Reputation: 167
Currently studying for an exam and looking through past papers when I came across this question.
Below is a grammar in EBNF that describes simple arithmetic expressions, like 1 + 2 * 3 - 4:
Expression = Operand, {Operator, Operand}; Operand = "1"|"2"|"3"|"4"|"5"|"6"|"7"|"8"|"9"; Operator = "+"|"-"|"*"|"/";
(iv) Using this grammar, there are multiple ways of evaluating an expression like 1 + 2 * 3 - 4. Describe two of them, and explain what this means about the grammar provided. [2 marks]
To my understanding, ambiguous grammar means there is either more than one left-most or right-most derivation, which usually implies there is some ambiguity in the grammar's order of precendence. But there is no precedence here, and the recursion is linear.
Advice?
Upvotes: 3
Views: 1106
Reputation: 5893
You have part of the answer in your question.
Yes; you have almost the correct definition of an ambiguous grammar. If one performs a left-most and a right most derivation of the grammar they should produce an identical parse tree.
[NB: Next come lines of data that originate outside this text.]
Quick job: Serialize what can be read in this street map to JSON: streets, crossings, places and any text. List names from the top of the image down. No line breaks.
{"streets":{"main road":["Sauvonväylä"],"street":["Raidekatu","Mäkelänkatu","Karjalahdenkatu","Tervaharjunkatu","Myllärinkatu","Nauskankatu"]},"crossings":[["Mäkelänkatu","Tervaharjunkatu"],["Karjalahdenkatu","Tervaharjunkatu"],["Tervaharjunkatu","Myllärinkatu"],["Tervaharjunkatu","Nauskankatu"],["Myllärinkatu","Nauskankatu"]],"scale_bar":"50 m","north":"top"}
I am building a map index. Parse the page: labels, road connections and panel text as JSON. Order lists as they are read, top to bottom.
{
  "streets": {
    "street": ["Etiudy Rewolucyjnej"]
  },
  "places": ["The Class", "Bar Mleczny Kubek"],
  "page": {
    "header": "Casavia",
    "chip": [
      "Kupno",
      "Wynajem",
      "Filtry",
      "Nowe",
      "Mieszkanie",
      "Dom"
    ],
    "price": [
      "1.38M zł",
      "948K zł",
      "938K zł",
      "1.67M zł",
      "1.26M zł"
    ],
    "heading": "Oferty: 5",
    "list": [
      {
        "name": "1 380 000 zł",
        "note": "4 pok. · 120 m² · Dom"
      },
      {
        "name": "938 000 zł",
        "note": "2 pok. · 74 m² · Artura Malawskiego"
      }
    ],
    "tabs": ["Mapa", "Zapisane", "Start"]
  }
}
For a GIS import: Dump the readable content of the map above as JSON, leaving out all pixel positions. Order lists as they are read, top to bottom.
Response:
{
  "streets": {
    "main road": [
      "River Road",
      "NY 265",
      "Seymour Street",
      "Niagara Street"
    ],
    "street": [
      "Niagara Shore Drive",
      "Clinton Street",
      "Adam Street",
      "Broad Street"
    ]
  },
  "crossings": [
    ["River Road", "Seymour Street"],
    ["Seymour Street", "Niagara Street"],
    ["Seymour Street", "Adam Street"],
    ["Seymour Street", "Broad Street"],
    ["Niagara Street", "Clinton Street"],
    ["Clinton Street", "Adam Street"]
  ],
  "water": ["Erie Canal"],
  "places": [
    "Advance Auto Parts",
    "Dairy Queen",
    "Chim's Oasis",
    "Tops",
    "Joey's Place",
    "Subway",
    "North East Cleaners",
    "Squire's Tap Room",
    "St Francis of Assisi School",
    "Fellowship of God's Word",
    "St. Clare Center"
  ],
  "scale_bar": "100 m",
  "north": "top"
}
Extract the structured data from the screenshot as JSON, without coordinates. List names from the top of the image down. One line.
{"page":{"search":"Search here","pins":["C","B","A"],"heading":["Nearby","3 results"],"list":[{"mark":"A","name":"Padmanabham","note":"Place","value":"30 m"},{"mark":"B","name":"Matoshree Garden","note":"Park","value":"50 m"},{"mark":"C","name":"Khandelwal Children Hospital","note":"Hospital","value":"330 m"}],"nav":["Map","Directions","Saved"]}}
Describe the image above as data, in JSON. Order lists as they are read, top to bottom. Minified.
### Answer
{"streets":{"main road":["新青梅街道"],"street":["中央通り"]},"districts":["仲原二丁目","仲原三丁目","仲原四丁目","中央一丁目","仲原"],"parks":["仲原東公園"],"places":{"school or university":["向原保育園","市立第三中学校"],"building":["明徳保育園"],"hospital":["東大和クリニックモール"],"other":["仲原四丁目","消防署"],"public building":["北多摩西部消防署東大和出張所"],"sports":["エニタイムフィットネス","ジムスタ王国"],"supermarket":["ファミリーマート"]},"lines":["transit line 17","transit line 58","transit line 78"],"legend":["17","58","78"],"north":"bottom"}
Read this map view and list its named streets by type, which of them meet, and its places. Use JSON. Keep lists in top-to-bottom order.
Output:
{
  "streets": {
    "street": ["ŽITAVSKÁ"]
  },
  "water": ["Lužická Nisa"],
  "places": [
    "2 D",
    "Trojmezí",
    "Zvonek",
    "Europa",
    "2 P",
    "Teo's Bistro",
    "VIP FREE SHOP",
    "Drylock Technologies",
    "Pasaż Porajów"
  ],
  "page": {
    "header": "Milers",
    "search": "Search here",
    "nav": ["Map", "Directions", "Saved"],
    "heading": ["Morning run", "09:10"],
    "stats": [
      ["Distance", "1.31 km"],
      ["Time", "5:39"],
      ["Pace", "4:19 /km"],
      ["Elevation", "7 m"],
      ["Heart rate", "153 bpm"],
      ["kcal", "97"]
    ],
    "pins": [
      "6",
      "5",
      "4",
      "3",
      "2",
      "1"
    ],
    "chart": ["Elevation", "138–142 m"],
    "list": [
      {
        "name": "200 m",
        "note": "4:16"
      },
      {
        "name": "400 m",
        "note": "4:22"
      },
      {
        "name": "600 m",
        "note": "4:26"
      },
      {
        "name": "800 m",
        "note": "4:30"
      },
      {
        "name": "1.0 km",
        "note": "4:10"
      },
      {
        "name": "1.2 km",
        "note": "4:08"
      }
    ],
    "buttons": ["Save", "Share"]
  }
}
Yes; You are almost correct when you think this implies a problem with the grammars order of precedence, and yes, this grammar does not have any. Therein lies the problem: The operators are all given the same precedence and thus the different derivations will result in different answers from evaluating the example.
We could reduce 1 + 2 * 3 - 4
into either:
(1+2) * (3-4)
1 + (2 * 3) - 4
1 + (2 * (3 - 4))
depending on how the precedence of the operators are treated.
If you draw out explicitly the left-most and right-most reductions and hence derive the parse trees it will be clearer. This is often what students are expected to do for full marks in an exam question like this. I will therefore leave this as a revision exercise.